No segundo bloco, o deputado Helio de Sousa recordou a defesa da legalização universal do aborto, empreendida pelo Governo Federal há quase três anos, por ocasião do lançamento do 3º Programa Nacional de Direitos Humanos, durante o mandato do ex-presidente Luís Inácio Lula da Silva. O democrata afirmou que vê na recente decisão do Supremo uma nova investida na tentativa da legalização universal do aborto, incluindo os casos em que não se verifique anencefalia.
 
“Em 2009, o Governo Federal lançou uma campanha de legalização do aborto que foi rechaçada pela opinião pública. Naquela ocasião, estava-se procurando criar um novo Herodes, através da legalização do infanticídio. Respeito a opinão de Jesseir e de Darlene, mas digo que 70% dos casos de risco de morte das gestantes são provocados, em sua maioria, pela falta de infraestrutura adequada nos hospitais”, ponderou.

O democrata lembrou, ainda, que sua experiência na área de obstetrícia também foi decisiva para consolidar sua posição contrária ao aborto. “Conduzi aproximadamente 3 mil partos. Em hipótese alguma eu consentiria em praticar um aborto", disse. "Aprendi a respeitar a opinião de todos, mas não praticaria o procedimento.

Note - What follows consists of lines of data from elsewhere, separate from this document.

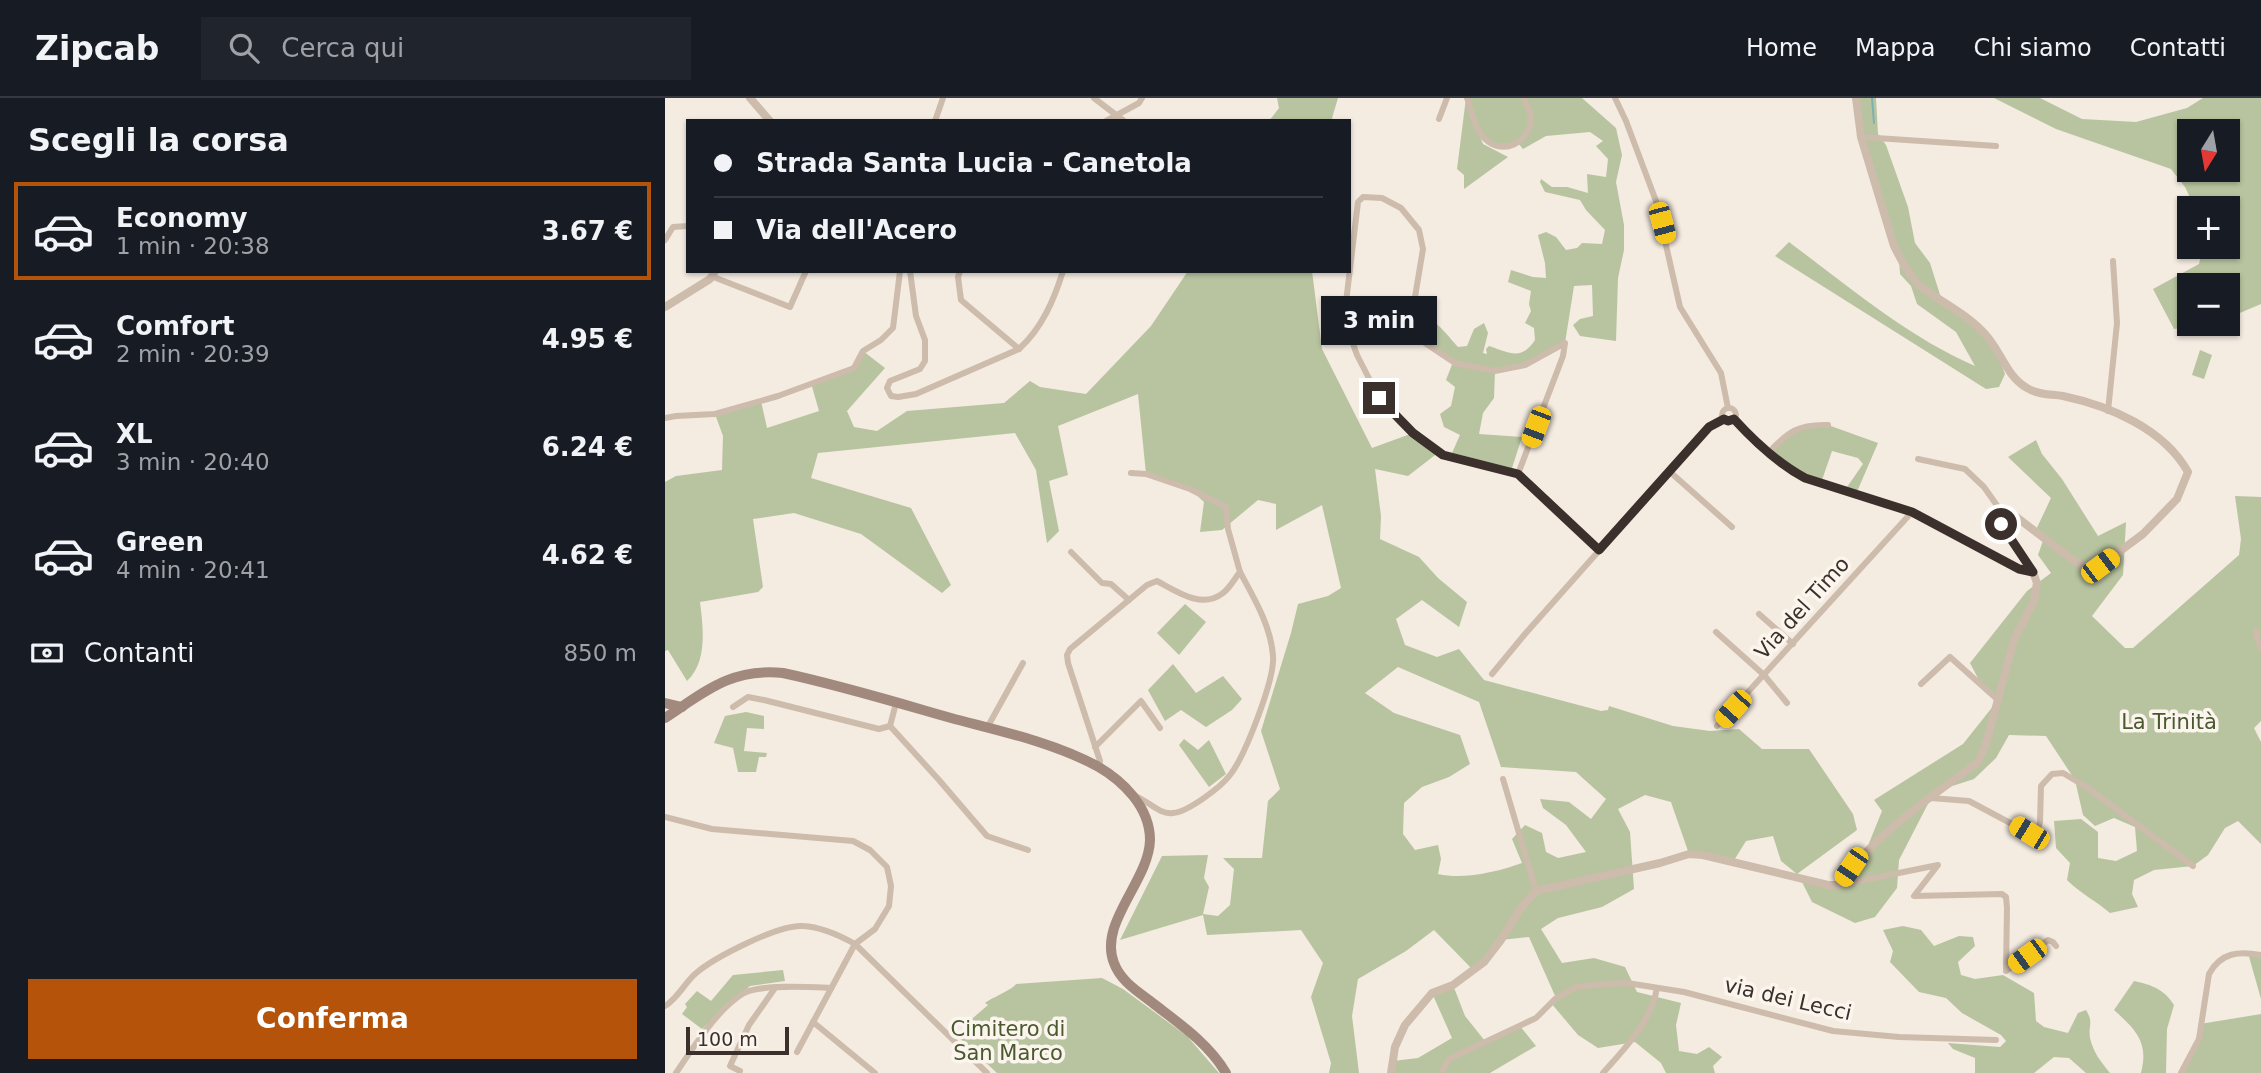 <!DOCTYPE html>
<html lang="it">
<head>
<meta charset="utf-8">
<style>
	:root { --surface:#171b24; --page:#20242c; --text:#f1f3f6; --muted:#9ea1a6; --line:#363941; --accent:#b45309 }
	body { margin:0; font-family:"DejaVu Sans",sans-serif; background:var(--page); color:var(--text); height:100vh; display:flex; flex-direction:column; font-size:26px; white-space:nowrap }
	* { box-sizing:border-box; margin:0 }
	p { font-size:23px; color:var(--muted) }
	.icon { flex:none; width:38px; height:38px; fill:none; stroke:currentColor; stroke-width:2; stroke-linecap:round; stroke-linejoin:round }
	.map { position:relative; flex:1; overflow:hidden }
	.panel { display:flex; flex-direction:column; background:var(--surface); width:665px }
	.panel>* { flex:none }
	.guide { position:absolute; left:21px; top:21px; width:665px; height:154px; border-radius:0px; box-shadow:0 2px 5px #0004; display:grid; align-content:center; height:154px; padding:0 28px; background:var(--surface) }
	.needle { width:46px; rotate:191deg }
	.tools { position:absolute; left:1512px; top:21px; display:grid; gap:14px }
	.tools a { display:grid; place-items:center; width:63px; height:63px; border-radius:0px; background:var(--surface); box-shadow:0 2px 5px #0004; font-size:35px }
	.scale { position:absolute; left:21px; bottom:18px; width:103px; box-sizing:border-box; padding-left:7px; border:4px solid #3b302b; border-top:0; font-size:19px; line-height:24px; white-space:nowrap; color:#3b302b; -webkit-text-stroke:5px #fbf5ee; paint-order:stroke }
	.end { position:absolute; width:32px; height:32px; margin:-16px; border:9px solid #3b302b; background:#fff; box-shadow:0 0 0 4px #fff }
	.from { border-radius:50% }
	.bubble { position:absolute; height:49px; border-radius:0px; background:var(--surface); box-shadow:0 2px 5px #0004; font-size:23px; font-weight:800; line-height:49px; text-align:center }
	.car { position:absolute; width:21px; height:42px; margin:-21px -10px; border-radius:9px; box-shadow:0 0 5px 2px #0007; background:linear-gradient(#f5c518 24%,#345 0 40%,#f5c518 0 76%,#345 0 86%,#f5c518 0) }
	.guide b { display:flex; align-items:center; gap:24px; height:66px; font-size:26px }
	.guide b+b { border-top:2px solid var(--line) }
	.guide i { width:18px; height:18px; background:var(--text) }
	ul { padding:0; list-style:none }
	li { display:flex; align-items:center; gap:21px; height:98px; margin:0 14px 10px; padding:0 14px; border:4px solid transparent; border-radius:0px }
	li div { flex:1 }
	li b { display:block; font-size:26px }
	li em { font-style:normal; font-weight:800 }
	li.on { border-color:var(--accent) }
	li>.icon { width:63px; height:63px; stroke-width:1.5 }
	h2 { padding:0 28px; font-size:32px; line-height:84px }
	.pay { display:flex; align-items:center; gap:18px; height:77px; padding:0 28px; font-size:26px }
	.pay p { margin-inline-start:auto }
	.primary-button { display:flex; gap:14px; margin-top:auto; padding:14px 28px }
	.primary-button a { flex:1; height:80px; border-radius:0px; background:var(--accent); color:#fff; font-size:28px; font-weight:800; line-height:80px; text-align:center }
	header { display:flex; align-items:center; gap:42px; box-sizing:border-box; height:98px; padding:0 35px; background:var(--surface); border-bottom:2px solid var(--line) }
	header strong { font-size:33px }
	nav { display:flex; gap:38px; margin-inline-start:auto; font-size:24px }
	.search { width:490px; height:63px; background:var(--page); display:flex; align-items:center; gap:18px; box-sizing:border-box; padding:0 24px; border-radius:0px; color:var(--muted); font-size:26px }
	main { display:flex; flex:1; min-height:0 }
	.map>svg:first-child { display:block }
	.green { fill:#b8c4a0; fill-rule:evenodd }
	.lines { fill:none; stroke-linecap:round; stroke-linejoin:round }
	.stream { stroke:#7fb0b2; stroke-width:2 }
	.minor { stroke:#cdbbac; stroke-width:6 }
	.tertiary { stroke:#cdbbac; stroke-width:8 }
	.secondary { stroke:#a18a7d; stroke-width:10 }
	.route { stroke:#3b302b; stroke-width:9 }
	.labels { text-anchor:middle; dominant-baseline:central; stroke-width:7; stroke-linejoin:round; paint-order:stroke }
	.street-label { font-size:21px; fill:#3b302b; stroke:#fbf5ee }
	.park-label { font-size:21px; fill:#4a5a2e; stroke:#fbf5ee }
</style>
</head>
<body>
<header>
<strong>Zipcab</strong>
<div class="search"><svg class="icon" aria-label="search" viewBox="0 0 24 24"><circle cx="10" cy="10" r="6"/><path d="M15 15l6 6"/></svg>Cerca qui</div>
<nav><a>Home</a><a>Mappa</a><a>Chi siamo</a><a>Contatti</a></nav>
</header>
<main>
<section class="panel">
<h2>Scegli la corsa</h2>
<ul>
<li class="on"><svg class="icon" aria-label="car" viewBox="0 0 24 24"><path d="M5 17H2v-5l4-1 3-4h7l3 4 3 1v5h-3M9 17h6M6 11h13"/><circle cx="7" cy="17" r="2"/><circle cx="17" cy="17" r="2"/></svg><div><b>Economy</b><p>1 min · 20:38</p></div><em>3.67 €</em></li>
<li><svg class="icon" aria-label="car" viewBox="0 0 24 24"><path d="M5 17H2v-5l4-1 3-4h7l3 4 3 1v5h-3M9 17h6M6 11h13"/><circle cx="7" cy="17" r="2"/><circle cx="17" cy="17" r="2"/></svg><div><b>Comfort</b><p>2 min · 20:39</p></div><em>4.95 €</em></li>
<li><svg class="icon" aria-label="car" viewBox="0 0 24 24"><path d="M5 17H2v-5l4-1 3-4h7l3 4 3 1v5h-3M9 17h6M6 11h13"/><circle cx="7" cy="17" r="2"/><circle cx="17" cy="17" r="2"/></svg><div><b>XL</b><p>3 min · 20:40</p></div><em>6.24 €</em></li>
<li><svg class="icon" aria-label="car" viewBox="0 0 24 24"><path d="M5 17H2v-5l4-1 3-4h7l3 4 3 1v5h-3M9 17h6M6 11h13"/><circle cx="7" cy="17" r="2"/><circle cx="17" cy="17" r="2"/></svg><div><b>Green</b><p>4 min · 20:41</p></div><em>4.62 €</em></li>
</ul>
<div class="pay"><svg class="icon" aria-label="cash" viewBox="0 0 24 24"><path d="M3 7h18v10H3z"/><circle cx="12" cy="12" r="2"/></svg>Contanti<p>850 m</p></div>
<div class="primary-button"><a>Conferma</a></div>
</section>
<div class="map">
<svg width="1596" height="975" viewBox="0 0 1596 975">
	<rect width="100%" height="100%" fill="#f4ebe1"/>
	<g class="green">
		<path d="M612 0H673L667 20 669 23H604L614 10Z"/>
		<path d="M801 0H917L951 30 957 57 951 84 959 127V152L953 180 951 243 915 238 908 227 915 221 928 218 927 187 909 188 900 245 860 267 830 273 829 300 818 315 814 336 857 339 847 370 787 355 795 337 779 329 775 316 786 308 790 289 781 282 788 264 760 245 746 223 747 215C764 212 782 237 793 249L802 248 809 231 819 225 823 235 818 255 822 256 821 251 824 248C845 255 856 263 870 242L869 230 860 225 866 213 864 206 866 193 843 184 846 172 868 179 881 180 880 165 873 137 881 134 891 139 901 152 912 150 917 145 937 146 940 132 921 112 915 102 880 94 875 84 876 81 887 89H902L923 95 922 76 941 79 943 61 931 48 938 43 925 34 881 38 858 51 853 45 832 49 814 36 818 46 843 59 799 91V77L792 71Z"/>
		<path d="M1191 0H1211L1213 36 1221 47 1243 109 1250 145 1265 165 1277 203 1300 218 1330 249 1340 276 1334 289 1321 291 1110 158 1124 144C1183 188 1243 239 1310 268L1291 234 1252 206 1246 188 1235 176 1234 159 1215 105Z"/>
		<path d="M1329 0H1375L1417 21 1471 24 1522 10 1538 0H1596V206L1563 220V187H1524V226H1550L1509 231 1488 191 1534 166 1538 149H1563V110H1530L1520 89 1506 71 1391 31ZM1563 33V72H1524V33Z"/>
		<path d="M523 173H647L657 251 707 350 748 335 774 354 743 378 710 371 716 418 715 441 754 459 773 480 802 504 794 529 757 502 731 521 740 547 772 559 794 551 819 582 936 613 943 612 944 608 1008 628 1045 633 1074 631 1097 651H1144L1188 716 1192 732 1132 776 1116 763 1108 738 1081 743 1068 764 1024 756 1006 704 980 697 953 711 965 734 969 791 937 809 893 820 876 831 897 865 929 860 960 869 972 894 1016 905 1011 927 1014 953 1032 956 1044 949 1057 959 1048 968 1050 975H1001L996 965 970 944 933 950 913 937 886 905 891 900 864 839 836 842 808 872 769 832 741 853 693 881 687 918 694 975H664L666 965 646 899 658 865 636 832 542 837 538 817 455 842 497 758 543 757 539 780 544 789 538 816 553 818 565 807 569 771 558 760H597L603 703 615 691 596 633 626 535 633 506 663 498 676 490 657 407 611 432V406L593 402 557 432 535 434 539 404 525 391 481 376 473 296 393 328 403 377 384 383 394 433 382 445 371 372 350 335 153 355 146 380 246 410 286 487 277 495 196 436 129 415 88 421 98 489 93 494 35 504C38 529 43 563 22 583L3 552 0 553V384L11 378 57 372 58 338 50 316 96 303 102 330 154 313 146 285 188 270 198 253 220 270 182 313 189 329 212 333 242 313 339 305 365 283 375 289 421 296 486 228ZM733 569 814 604 836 669 911 674 941 701 926 721 904 704 875 701 878 710 901 727 921 754 893 760 881 754 877 735 860 727 847 741 857 765C832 774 798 782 773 776L776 761 773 747 750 752 738 736 739 705 757 689 784 679 805 666 795 637 729 615 700 595Z"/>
		<path d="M1535 252 1547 257 1539 281 1527 277Z"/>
		<path d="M1163 327 1213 345 1191 396 1180 392 1198 366 1193 360 1167 353 1156 385 1140 380 1103 355 1131 330Z"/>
		<path d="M1371 342 1377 356 1397 381 1433 438 1461 424 1458 477 1427 518 1460 550H1468L1574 457 1576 441 1570 398 1596 399V623L1589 630 1596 644V746L1573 723 1560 730 1543 757 1528 768 1489 772 1469 782 1467 796 1473 809 1445 815C1431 803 1415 795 1402 782L1405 765 1391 750 1389 723 1416 721 1433 734V760L1451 763 1472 753 1470 729 1449 720 1430 728 1418 717 1410 682 1381 638 1344 637 1331 660 1309 681 1278 691 1266 700 1234 762 1232 790 1210 819 1190 825 1147 804 1135 780 1178 786 1200 755 1217 713 1209 702 1298 646 1333 602 1316 586 1305 565 1362 493 1386 475 1373 457 1379 440 1370 434 1386 400 1343 359Z"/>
		<path d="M520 506 541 524 514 557 492 535Z"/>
		<path d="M508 566 531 595 558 578 577 601 567 612 541 629 516 612 500 623 483 592Z"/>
		<path d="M81 614 99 618V631L82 630 79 653 102 655 101 659H94L91 674H73L68 650 49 645 60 618Z"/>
		<path d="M519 641 533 652 544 642 561 676 544 689 514 647Z"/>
		<path d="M1238 828 1256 832 1269 848 1294 838 1308 839 1310 848 1293 864 1296 877 1310 881 1338 877 1369 895 1371 923 1379 929 1403 935 1413 915 1421 912C1429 925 1423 927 1425 940 1428 954 1436 964 1445 975H1421L1404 960 1389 959 1369 975H1310V960L1288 951 1283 945 1335 949 1341 943 1336 937 1297 915 1281 900 1254 894 1225 864 1228 853 1218 832Z"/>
		<path d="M1583 855 1596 857V901Z"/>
		<path d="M118 872 120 883 85 888 37 931 17 916 22 909 20 906 32 893 46 903 68 877Z"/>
		<path d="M437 880 458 891 522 938 554 975H332L294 940 308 920 323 907 320 905C328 899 347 892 351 886Z"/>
		<path d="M1469 883C1487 887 1499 891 1509 907L1502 931 1501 975H1476C1484 944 1471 932 1449 912Z"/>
		<path d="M788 887 800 918 820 943 855 928 871 948 825 975H727L728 963 753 960 787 940 767 895Z"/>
		<path d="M1596 916V975H1516L1534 942 1535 926Z"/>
	</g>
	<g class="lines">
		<path class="stream" d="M1207 0 1209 25"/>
		<g class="minor">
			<path d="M429 0 459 23"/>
			<path d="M802 0C807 13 809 30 819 40 837 59 865 45 866 20 866 14 861 6 859 0"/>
			<path d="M950 0 961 23 991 103 1015 209 1056 275 1063 310"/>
			<path d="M774 21 782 0"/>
			<path d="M270 23 278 0"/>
			<path d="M441 23 474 5 477 0"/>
			<path d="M1196 39 1331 48"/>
			<path d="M0 142 8 129 23 128"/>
			<path d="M245 173 251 218 260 242V263L255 271 225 283 222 290 226 298 233 299 251 296 354 251C377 230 389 202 398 173"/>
			<path d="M295 173 293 179 296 202 354 251"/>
			<path d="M46 178 125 209 141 173"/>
			<circle cx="1064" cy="317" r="7"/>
			<path d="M1443 313 1452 225 1448 163"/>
			<path d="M0 320 11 318 50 316 113 298 189 270 198 253 216 242 228 230 235 173"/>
			<path d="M1069 321 1091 345 1127 373 1156 385 1247 414 1355 471 1368 474"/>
			<path d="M1103 355C1123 334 1133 326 1163 327"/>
			<path d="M1253 361 1300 371 1319 389 1338 416"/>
			<path d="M1004 373 1067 429"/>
			<path d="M853 376 778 357 748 335 714 300 692 257 679 221 693 104 698 99 717 100 736 110 754 132 758 151 746 223 760 245 790 265 830 273 860 267 900 245 898 258 853 376 934 452"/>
			<path d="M406 454 437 485 446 486 464 502"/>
			<path d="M1094 516 1128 546"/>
			<path d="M1591 532 1592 540 1596 550"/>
			<path d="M1051 534 1099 577 1122 605"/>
			<path d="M827 576 860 536 1044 329 1059 321"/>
			<path d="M1256 586 1285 559 1333 602"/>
			<path d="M68 609 83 599 99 602 214 631 225 628 231 605"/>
			<path d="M225 628 274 682 322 738 363 752"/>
			<path d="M1052 628 1247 414"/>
			<path d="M322 630 358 565"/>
			<path d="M430 649 476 603 495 630"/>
			<path d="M434 669 435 663 403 565 402 557 405 551 482 487 492 483C511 493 537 512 558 495 565 490 570 480 575 474L563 431 561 409 525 391 481 376 466 375"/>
			<path d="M838 681 871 793"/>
			<path d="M470 698C484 703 494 717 508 715 523 714 556 689 565 677 580 658 610 581 608 558 606 528 589 500 575 474"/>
			<path d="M1266 700 1304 703 1364 735 1372 734 1375 724 1376 688 1387 676 1398 675 1423 690 1528 768"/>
			<path d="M0 719 47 731 188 743 205 752 222 769 226 788 224 808 210 831 190 846 132 954"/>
			<path d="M1175 787 1273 767 1249 798 1337 796 1341 799 1342 810 1341 873 1383 842 1388 844 1391 848"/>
			<path d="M0 908C13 900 19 886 30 876 48 860 114 826 138 828 157 829 174 837 190 846L322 975"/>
			<path d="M148 924 210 975"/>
			<path d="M75 973 65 968 84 927 110 890"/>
			<path d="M11 975C27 951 53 910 79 895 96 886 145 889 166 890"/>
			<path d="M776 975 784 961 871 920 890 901 911 889 936 886 962 885 1019 894 1168 933 1234 939 1331 942"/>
			<path d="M938 975C960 950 986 924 992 890"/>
			<path d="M1516 975 1534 941 1544 876C1556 854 1574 853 1596 857"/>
		</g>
		<g class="tertiary">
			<path d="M85 0 105 23"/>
			<path d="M0 209 45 181 50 173"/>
			<path d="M726 975 730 949 740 927 767 895 788 887 819 864 836 842 855 811 871 793 995 765 1024 756 1038 757 1163 787H1174C1210 735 1264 701 1313 664L1321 646 1349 542 1369 503 1372 485 1368 474 1336 426 1335 420 1338 416 1350 418 1408 462 1422 470 1435 468 1478 436 1512 401 1523 374C1499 331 1445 308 1398 298 1386 296 1373 297 1362 290 1341 278 1336 253 1320 236 1306 220 1286 209 1268 197 1263 193 1255 190 1251 184 1242 174 1235 160 1229 148L1196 39 1191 0"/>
		</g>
		<g class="secondary">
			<path d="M0 605 17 609"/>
			<path d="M0 620C41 593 66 570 118 575 174 587 230 604 286 620 335 633 387 644 432 668 458 683 485 709 485 742 484 783 433 825 449 865 456 884 474 894 489 906 515 926 544 946 561 975"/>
		</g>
	</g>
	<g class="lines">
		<path class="route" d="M714 300 748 335 778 357 853 376 934 452 1044 329 1059 321 1063 323 1069 321C1090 344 1112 365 1140 380L1247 414 1354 471 1368 474 1336 426"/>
	</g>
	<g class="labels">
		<g class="street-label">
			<text transform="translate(1137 510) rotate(-48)">Via del Timo</text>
			<text transform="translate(1123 901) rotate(13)">via dei Lecci</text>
		</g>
		<g class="park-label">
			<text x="1504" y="624">La Trinità</text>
			<text x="343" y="931">Cimitero di<tspan x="343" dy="24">San Marco</tspan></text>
		</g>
	</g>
</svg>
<div class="tools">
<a><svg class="needle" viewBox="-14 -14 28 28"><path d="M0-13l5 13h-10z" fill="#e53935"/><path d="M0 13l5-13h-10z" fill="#9ea1a6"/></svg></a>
<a>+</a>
<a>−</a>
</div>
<div class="scale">100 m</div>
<i class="end from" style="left:1336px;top:426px"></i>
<i class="end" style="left:714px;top:300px"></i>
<div class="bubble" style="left:656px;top:198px;width:116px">3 min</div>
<i class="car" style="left:997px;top:125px;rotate:165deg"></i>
<i class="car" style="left:871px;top:329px;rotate:201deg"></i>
<i class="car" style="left:1435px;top:468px;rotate:53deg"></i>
<i class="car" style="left:1068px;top:611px;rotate:222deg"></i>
<i class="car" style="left:1364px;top:735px;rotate:301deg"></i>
<i class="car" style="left:1186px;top:769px;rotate:214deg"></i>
<i class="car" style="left:1362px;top:858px;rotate:234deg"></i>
<div class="guide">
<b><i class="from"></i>Strada Santa Lucia - Canetola</b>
<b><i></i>Via dell'Acero</b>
</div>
</div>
</main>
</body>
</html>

Sempre trabalhei contra o aborto.”

Darlene Liberato, do Cevam, criticou a pouca celeridade do Judicário no processo de emissão de autorizações para a realização de abortos de vítimas de estupro. “Em muitos Estados, quando a vítima entra na Justiça com um pedido para a realização do aborto, a autorização muitas vezes chega quando a mulher já está grávida de nove meses”, afirmou.

Em resposta, o juiz Jesseir defendeu novamente o exame criterioso de cada caso. “Este é um assunto extremamente complexo. Até concordo com o deputado Helio de que pode haver o risco de uma banalização da prática de abortos. Deve haver muito critério no julgamento de cada caso. Não podemos esquecer que o aborto ainda é crime, e continua sendo crime, punível pela lei”, encerrou.